BEGIN DATA FOR THIS EXERCISE

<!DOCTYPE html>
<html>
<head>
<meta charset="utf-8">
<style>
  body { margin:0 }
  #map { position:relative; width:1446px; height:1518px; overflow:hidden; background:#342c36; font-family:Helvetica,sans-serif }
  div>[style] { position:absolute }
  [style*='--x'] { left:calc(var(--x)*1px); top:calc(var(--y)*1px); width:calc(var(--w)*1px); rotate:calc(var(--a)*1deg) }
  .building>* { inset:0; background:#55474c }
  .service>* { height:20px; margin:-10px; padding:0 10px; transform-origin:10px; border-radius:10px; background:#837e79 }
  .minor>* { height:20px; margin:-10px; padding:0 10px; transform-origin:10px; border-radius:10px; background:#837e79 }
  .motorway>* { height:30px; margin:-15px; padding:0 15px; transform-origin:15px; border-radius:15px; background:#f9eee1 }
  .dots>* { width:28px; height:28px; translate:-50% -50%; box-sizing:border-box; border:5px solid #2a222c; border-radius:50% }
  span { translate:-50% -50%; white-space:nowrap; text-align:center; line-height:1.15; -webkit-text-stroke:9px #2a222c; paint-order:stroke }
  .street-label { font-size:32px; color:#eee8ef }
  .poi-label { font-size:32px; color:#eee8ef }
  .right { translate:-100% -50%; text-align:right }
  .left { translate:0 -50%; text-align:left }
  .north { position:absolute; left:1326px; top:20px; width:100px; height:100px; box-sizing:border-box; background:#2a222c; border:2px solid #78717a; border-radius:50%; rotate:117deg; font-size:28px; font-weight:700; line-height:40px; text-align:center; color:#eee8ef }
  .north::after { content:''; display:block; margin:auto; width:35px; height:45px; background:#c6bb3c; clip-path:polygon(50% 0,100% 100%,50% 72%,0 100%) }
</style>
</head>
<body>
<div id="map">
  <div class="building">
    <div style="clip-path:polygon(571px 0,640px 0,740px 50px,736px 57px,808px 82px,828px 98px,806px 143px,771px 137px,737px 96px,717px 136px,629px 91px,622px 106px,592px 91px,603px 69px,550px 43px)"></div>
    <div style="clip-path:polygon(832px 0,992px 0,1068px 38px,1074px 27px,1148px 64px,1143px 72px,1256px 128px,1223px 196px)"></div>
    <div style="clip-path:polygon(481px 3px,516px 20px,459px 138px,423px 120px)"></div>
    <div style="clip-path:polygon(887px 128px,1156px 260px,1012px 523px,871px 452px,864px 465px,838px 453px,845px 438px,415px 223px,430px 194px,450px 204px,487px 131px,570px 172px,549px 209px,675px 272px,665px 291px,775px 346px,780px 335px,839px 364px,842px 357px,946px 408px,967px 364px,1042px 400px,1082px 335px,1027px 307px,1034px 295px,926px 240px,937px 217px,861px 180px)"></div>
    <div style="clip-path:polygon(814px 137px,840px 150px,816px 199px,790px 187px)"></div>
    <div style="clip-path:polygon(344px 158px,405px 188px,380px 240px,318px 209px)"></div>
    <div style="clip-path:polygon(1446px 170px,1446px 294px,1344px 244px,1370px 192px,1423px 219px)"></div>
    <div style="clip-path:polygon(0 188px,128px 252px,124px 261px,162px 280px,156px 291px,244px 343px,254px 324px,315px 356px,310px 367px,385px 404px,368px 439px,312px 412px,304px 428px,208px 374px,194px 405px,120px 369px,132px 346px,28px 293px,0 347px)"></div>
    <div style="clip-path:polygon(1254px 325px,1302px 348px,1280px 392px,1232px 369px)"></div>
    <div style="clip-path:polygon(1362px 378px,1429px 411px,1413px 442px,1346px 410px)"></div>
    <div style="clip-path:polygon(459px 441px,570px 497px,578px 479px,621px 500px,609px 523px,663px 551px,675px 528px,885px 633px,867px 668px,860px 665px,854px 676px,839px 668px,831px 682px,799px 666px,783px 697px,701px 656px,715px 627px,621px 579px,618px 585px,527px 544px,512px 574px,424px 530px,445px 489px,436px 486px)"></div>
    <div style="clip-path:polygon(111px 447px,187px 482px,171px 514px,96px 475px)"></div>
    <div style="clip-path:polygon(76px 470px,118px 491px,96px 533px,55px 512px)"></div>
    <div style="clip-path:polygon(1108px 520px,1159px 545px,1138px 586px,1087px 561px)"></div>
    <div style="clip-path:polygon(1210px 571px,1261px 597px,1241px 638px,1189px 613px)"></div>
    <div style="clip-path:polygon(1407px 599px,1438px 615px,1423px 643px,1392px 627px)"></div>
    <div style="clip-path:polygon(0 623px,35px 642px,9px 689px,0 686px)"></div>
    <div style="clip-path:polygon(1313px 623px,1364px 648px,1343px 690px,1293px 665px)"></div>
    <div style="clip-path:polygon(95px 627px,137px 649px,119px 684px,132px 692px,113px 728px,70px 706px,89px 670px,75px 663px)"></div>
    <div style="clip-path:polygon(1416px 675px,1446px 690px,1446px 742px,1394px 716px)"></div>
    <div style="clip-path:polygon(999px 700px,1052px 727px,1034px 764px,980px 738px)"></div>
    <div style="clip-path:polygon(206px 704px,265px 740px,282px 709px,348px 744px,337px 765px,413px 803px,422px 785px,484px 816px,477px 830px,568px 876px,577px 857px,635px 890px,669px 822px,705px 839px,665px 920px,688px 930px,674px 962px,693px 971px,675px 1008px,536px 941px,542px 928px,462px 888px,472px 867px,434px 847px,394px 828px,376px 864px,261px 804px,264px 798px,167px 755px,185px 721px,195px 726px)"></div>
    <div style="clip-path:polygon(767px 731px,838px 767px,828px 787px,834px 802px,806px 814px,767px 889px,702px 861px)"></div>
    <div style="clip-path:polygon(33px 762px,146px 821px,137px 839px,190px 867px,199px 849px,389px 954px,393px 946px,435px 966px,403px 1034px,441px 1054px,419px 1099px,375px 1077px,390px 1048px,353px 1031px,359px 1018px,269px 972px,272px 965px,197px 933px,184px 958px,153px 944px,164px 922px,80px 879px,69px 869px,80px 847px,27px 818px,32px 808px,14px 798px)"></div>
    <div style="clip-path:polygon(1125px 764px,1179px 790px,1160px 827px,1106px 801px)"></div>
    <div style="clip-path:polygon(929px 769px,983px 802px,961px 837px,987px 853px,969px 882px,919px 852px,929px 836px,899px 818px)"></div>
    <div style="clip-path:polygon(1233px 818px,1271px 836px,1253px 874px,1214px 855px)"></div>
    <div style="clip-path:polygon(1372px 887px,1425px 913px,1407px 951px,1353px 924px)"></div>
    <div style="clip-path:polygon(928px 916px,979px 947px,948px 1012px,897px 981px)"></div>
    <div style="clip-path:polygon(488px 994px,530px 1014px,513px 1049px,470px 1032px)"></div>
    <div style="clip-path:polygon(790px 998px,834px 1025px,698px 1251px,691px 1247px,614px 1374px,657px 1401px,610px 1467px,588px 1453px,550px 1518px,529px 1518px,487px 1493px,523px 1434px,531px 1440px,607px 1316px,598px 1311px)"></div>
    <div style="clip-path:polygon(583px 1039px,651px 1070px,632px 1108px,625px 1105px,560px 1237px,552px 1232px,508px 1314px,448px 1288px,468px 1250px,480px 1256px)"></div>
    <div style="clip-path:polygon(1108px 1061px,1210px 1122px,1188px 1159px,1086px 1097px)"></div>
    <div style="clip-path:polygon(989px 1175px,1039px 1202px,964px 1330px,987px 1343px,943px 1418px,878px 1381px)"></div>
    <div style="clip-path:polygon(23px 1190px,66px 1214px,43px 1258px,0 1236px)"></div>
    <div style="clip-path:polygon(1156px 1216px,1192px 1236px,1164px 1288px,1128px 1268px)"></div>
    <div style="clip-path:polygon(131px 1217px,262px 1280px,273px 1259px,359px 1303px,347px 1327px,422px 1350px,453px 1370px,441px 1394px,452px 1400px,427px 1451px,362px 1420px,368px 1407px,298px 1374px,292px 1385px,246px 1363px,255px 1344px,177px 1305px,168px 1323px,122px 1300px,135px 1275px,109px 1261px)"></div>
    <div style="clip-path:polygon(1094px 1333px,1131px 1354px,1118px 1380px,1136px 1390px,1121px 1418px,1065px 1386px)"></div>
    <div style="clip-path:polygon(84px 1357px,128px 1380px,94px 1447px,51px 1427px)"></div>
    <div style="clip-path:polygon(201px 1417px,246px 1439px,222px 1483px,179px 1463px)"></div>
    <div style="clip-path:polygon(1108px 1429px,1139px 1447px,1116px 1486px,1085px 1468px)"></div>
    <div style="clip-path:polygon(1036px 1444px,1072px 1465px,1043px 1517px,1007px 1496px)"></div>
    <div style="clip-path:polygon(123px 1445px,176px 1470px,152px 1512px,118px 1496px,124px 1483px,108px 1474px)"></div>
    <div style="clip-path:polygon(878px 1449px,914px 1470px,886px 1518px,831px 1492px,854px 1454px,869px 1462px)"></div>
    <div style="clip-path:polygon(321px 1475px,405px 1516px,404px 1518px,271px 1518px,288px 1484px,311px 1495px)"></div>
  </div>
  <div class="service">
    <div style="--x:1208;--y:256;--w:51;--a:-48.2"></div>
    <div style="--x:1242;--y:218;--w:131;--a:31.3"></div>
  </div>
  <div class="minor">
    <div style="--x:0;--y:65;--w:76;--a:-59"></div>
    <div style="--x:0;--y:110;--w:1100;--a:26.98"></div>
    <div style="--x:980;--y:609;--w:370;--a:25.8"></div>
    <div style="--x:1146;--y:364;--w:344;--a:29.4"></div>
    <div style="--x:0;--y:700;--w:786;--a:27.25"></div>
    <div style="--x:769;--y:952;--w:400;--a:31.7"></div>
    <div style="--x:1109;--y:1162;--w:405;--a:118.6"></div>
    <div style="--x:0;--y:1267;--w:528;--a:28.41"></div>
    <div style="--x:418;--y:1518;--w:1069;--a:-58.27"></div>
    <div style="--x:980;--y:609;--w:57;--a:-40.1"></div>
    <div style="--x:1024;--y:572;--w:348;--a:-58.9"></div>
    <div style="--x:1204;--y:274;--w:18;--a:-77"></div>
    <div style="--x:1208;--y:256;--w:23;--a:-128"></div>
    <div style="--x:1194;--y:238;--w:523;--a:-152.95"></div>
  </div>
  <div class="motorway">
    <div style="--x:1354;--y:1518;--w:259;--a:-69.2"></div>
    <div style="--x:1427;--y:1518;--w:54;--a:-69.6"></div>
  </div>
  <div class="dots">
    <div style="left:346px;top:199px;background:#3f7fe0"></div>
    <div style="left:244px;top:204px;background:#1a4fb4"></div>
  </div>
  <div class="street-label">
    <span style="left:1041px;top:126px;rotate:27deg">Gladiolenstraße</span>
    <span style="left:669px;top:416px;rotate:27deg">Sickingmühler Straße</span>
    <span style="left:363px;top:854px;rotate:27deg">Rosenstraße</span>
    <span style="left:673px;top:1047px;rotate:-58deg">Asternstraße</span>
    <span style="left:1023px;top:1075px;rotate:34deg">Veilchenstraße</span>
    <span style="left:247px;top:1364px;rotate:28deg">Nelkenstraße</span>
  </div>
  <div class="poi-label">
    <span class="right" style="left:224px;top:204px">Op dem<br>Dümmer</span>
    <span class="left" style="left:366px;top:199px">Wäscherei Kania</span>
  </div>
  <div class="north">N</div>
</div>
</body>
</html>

END DATA FOR THIS EXERCISE

[ACTIVITY]:
Since only part of the listing is wanted, copy exactly the lines from the one holding "translate:-50% -50%; white-space:nowrap;" to the one holding "position:absolute; left:1326px; top:20px;", both included.

[REPLY TO THE TASK]:
  span { translate:-50% -50%; white-space:nowrap; text-align:center; line-height:1.15; -webkit-text-stroke:9px #2a222c; paint-order:stroke }
  .street-label { font-size:32px; color:#eee8ef }
  .poi-label { font-size:32px; color:#eee8ef }
  .right { translate:-100% -50%; text-align:right }
  .left { translate:0 -50%; text-align:left }
  .north { position:absolute; left:1326px; top:20px; width:100px; height:100px; box-sizing:border-box; background:#2a222c; border:2px solid #78717a; border-radius:50%; rotate:117deg; font-size:28px; font-weight:700; line-height:40px; text-align:center; color:#eee8ef }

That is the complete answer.